Beckham rejected FIFA president Sepp Blatter's claim that England's defensive tactics were out of touch with the tone of the tournament.
"We feel under pressure to perform and win games," Beckham said, "and that's what it's all about -- winning games. It's up to us to enjoy ourselves and win football matches."
IN AND OUT.
Midfielders Deco and Costinha are both suspended, but their replacements, Armando Petit and Simao Sabrosa, are experienced. Portugal forward Cristiano Ronaldo, who was injured in the win over the Netherlands, may not be ready to face England. Gary Neville should return at right back for England with Canadian product Owen Hargreaves moving into midfield.
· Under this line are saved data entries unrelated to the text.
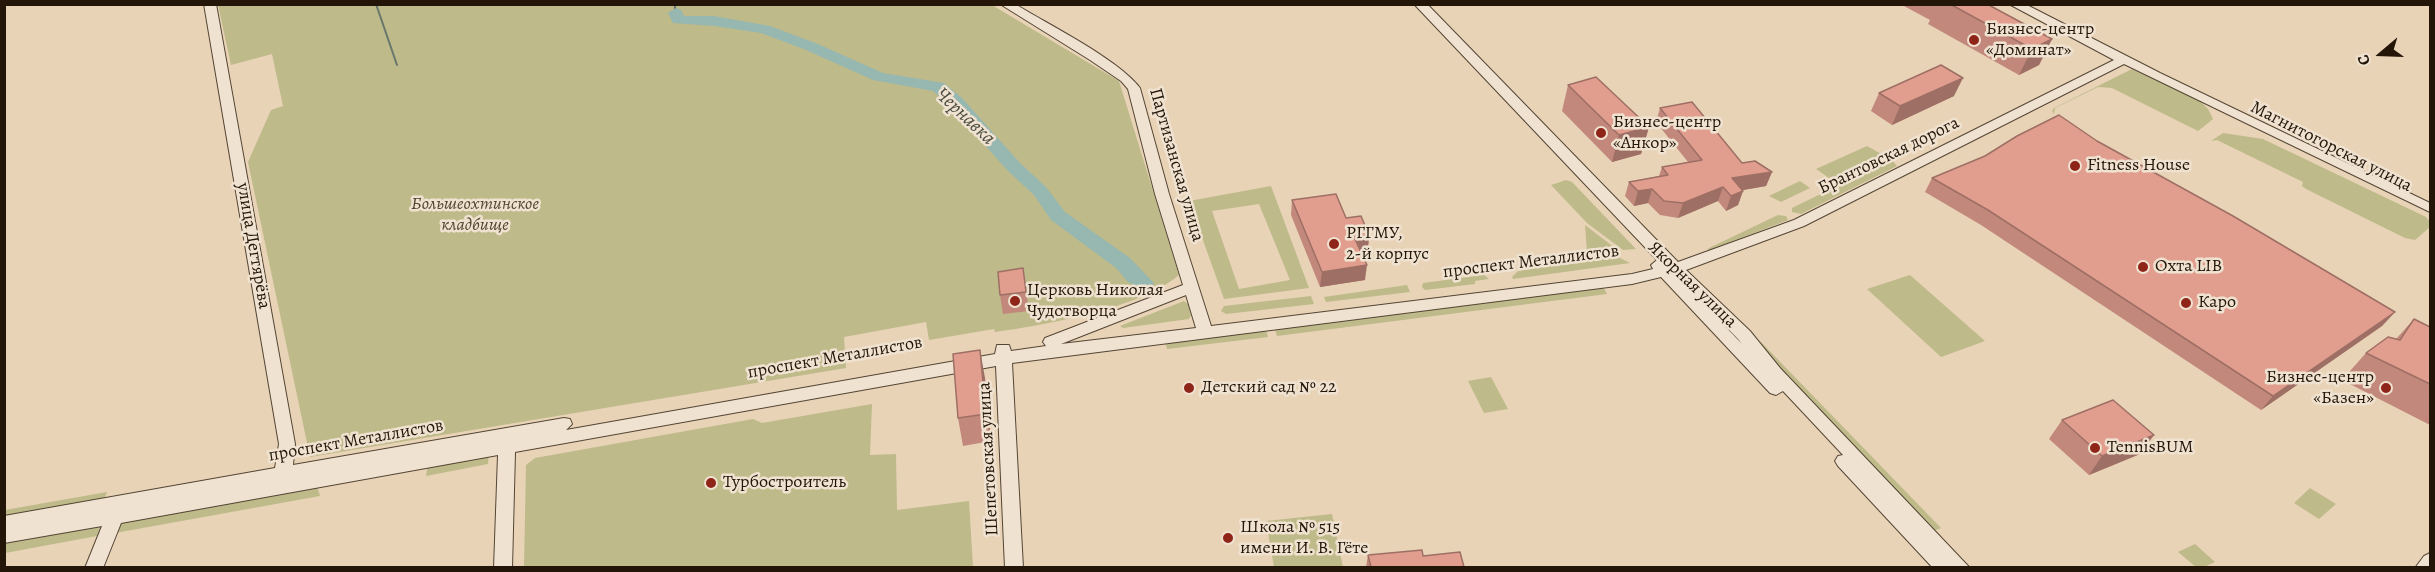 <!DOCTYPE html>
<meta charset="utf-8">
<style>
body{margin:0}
#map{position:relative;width:2435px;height:572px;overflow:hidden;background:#e8d3b7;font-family:Alegreya,serif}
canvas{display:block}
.frame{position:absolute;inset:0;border:6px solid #231608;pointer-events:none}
.north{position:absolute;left:2351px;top:24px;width:60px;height:60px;-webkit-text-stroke:4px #f0e2d0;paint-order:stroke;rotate:251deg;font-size:16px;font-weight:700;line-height:24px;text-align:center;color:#231608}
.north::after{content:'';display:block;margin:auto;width:21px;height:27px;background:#231608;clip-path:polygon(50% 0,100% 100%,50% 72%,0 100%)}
</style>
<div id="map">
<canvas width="2435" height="572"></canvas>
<div class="frame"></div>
<div class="north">С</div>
</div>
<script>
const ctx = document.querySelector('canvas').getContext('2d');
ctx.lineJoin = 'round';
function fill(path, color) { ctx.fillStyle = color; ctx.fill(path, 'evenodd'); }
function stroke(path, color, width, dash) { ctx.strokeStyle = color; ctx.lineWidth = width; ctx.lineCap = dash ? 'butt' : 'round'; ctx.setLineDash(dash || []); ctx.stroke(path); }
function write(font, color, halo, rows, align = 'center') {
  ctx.font = font + ' Alegreya,serif'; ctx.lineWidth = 5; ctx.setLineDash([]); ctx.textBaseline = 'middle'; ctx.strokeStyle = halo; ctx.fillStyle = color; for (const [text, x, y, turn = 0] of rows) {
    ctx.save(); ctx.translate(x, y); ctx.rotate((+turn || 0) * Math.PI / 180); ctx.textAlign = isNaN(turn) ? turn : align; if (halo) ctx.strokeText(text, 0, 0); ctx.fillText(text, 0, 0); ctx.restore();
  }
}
fill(new Path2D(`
 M218,5H992L1119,81L1179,275C1141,308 1045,325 995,332L994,329L929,340L926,322L844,337L846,368L310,457L248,162L271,110L283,106L272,54L231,65Z
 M2132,69L2200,101L2208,109L2213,119L2198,131L2112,88L2098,87L2055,108L2054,114L2052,111L2054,108Z
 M2223,133L2263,139L2426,217L2430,222V227L2415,240L2405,238L2306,189L2302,186L2303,182L2217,140L2211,141Z
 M1867,146L1892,160L1897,166L1801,214L1792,212V208L1839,185L1816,169Z
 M1566,180L1572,182L1636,249L1623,250L1587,223L1551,185Z
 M1800,181L1810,188L1781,202L1769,196Z
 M1271,186L1309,288L1224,299L1189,201ZM1259,204L1290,280L1239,289L1212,211Z
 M1778,215L1786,216L1788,220L1710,250L1707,249Z
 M1585,225L1615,248L1587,252Z
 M1616,256L1630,263L1513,279L1512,277L1518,271Z
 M1484,275L1489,279L1475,281V284L1425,290L1422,287L1423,283Z
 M1910,275L1985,341L1941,357L1867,289Z
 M1407,285L1410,292L1326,302L1324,297Z
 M1603,287L1607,294L1277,336L1275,329Z
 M1311,296L1314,304L1226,314L1221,311L1224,306Z
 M1184,301L1188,304L1191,315L1189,319L1123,328L1120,326Z
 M1266,330L1268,337L1167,349L1165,341Z
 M1759,340L1941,528L1934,531L1779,370Z
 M1491,377L1508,409L1484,413L1468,381Z
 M872,404L870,455L896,454L897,510L969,501L973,567H524L526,465L535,458L753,419L762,423Z
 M489,452L488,464L426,476L428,464Z
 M317,486L320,496L115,533L119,521Z
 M2310,488L2336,504L2319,519L2294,503Z
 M107,492L103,502L5,519V510Z
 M1332,514L1343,567H1274L1266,521Z
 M101,525L97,536L5,553V542Z
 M2195,544L2215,562L2204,567H2196L2178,552Z`), '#beba89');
stroke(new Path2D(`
 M376,4L397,65
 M675,4V9`), '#69776d', 2);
fill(new Path2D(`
 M676,8L681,10L684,16H714L770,26L818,44L883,73L944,83L962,98L1020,163L1046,187L1065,212L1130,258L1154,283L1151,288L1144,290L1128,282L1116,268L1051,220L1034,195L1008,171L950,106L933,91L873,80L806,50L761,33L714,26L673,23L668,13Z`), '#97b7b1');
const minor = new Path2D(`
 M204,4H216L295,444L293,465L564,418L570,419L572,424L566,430L995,354L997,345H1009L1011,351L1046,346L1043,342L1045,338L1183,285L1155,194L1128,89L1121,81L1090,60L1000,4H1015C1049,25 1118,59 1140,88L1169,194L1211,326L1632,274L1653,269L1651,265L1657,260L1414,4H1427L1678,262L1794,220L2114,60L2009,4H2025L2160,73L2430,203V212L2124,64L1804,226L1686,270L1750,331L1780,368L1970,568H1933L1838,466L1835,461L1838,456L1843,455L1783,391L1776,395L1770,393L1661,277L1632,284L1012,363L1023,568H1005L996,366L515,452L512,568H494L498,455L121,523L103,568H85L102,526L4,543V516L275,468L279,444ZM1692,292L1738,339L1742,344ZM1186,295L1196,328L1061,344Z
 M2430,553V568H2415L2424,556Z`);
stroke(minor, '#544534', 2);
fill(minor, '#f0e2d0');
fill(new Path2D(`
 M1905,4H1993L1992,7L2052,39L2039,65L2019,75L1928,24L1930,20L1904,6Z
 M1568,85L1649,127L1641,154L1612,162L1562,111Z
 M1879,93L1954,96L1892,125L1871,111Z
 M1660,108L1742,163L1772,172L1766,186L1742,190L1743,191L1738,205L1726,211L1718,201L1678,218L1660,215L1648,203L1634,206L1625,196L1629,182L1659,176L1662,167L1688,162L1656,122Z
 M2097,141L2395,312L2382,326L2261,410L1981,225L1925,192L1932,178L1985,156Z
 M1292,200L1346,218L1369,235L1368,249L1360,250L1365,280L1320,287L1291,215Z
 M1023,268L1029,311L1003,314L1000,295Z
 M2414,319L2430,327V425L2342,380L2366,353L2396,339Z
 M985,378L991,441L963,446L958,418Z
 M2062,420L2140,454L2089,475L2049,439Z
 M1368,555L1423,556L1464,567H1366Z`), '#c2887b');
fill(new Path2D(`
 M2052,39L2039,65L2019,75L2032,49Z
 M1963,78L1954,96L1892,125L1900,106Z
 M1649,127L1641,154L1612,162L1619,135Z
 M1772,172L1766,186L1727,193L1732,178Z
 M1723,187L1718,201L1678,218L1683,203Z
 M1652,189L1648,203L1634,206L1638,191Z
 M1743,191L1738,205L1726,211L1731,196Z
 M1369,235L1368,249L1353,251L1354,237Z
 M1367,265L1365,280L1320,287L1322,272Z
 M2395,312L2382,326L2261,410L2273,396Z
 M980,350L985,378L991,441L986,414Z
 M2154,435L2140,454L2089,475L2102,456Z`), '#9e6f64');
const building = new Path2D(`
 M1950,4H1987L2052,39L2032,49Z
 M1941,65L1963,78L1900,106L1879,93Z
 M1596,77L1649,127L1619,135L1568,85Z
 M1692,102L1742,163L1755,161L1772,172L1732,178L1743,191L1731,196L1723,187L1683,203L1664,201L1652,189L1638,191L1629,182L1668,175L1662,167L1702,160L1660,108Z
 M2059,115L2097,141L2233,216L2395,312L2273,396L1988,210L1932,178L1985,156L2017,136Z
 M1336,194L1346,218L1361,216L1369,235L1354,237L1367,265L1322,272L1292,200Z
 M1023,268L1026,292L1000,295L998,272Z
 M2414,319L2430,327V384L2366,353L2388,337L2400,340Z
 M980,350L986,414L958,418L953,354Z
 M2113,400L2154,435L2102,456L2062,420Z
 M1422,550L1423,556L1460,552L1464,567H1371L1368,555Z`);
fill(building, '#e19e8f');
stroke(building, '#9e6f64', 1.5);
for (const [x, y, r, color] of [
 [1974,40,6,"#8f2418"],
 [1601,133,6,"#8f2418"],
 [2075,166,6,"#8f2418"],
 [1334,244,6,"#8f2418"],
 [2143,267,6,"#8f2418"],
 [1015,301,6,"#8f2418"],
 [2186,303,6,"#8f2418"],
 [1189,388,6,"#8f2418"],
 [2386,388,6,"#8f2418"],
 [2095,448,6,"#8f2418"],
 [711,483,6,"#8f2418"],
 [1228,538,6,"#8f2418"]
]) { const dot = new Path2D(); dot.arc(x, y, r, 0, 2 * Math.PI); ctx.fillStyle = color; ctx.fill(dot); stroke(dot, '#f0e2d0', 2); }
write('18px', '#231608', '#f0e2d0', [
 ["Бизнес-центр",1986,30],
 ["«Доминат»",1986,51],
 ["Бизнес-центр",1613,123],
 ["«Анкор»",1613,144],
 ["Fitness House",2087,166],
 ["РГГМУ,",1346,234],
 ["2-й корпус",1346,255],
 ["Охта LIB",2155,267],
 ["Церковь Николая",1027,291],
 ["Чудотворца",1027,312],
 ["Каро",2198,303],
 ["Бизнес-центр",2374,378,"right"],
 ["«Базен»",2374,399,"right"],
 ["Детский сад № 22",1201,388],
 ["TennisBUM",2107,448],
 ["Турбостроитель",723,483],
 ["Школа № 515",1240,528],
 ["имени И. В. Гёте",1240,549]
], 'left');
write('18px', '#231608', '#f0e2d0', [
 ["Магнитогорская улица",2331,147,27],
 ["Брантовская дорога",1889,156,-26],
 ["Партизанская улица",1176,165,74],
 ["улица Дегтярёва",253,246,80],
 ["проспект Металлистов",1531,262,-7],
 ["Якорная улица",1692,285,44],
 ["проспект Металлистов",835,358,-10],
 ["проспект Металлистов",356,441,-10],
 ["Шепетовская улица",989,459,-93]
]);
write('italic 18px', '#52472f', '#f0e2d0', [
 ["Большеохтинское",475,205],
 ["кладбище",475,226]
]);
write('italic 20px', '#4c4e43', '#f0e2d0', [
 ["Чернавка",965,117,43]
]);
</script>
Portugal beat England on penalty kicks in the quarterfinals of Euro 2004. They met in two of Portugal's three previous appearances in the World Cup. England won, 2-1, in the 1966 semifinals; Portugal defeated England, 1-0, in their opening game at the 1986 World Cup.
England (4-5-1): 1-Paul Robinson (25-0); 2-Gary Neville (80-0), 5-Rio Ferdinand (51-1), 6-John Terry (28-1), 3-Ashley Cole (50-0); 7-David Beckham (93-17), 8-Frank Lampard (44-11), 16-Owen Hargreaves (32-0), 4-Steven Gerrard (46-9), 11-Joe Cole (36-6); 9-Wayne Rooney (32-11).
Portugal (4-5-1): 1-Ricardo (53-0); 13-Miguel (32-1), 16-Ricardo Carvalho (28-1), 5-Fernando Meira (34-2), 14-Nuno Valente (26-1); 8-Armando Petit (40-4), Maniche (35-6), 11-Simao Sabrosa (47-10), 7-Luis Figo (124-32), 17-Cristiano Ronaldo (35-12); 9-Pauleta (85-47).
Argentine Horacio Elizondo officiated the opening game of the World Cup. He handed a red card to Beckham six years ago when Manchester United was playing in the 2000 Club World Championship.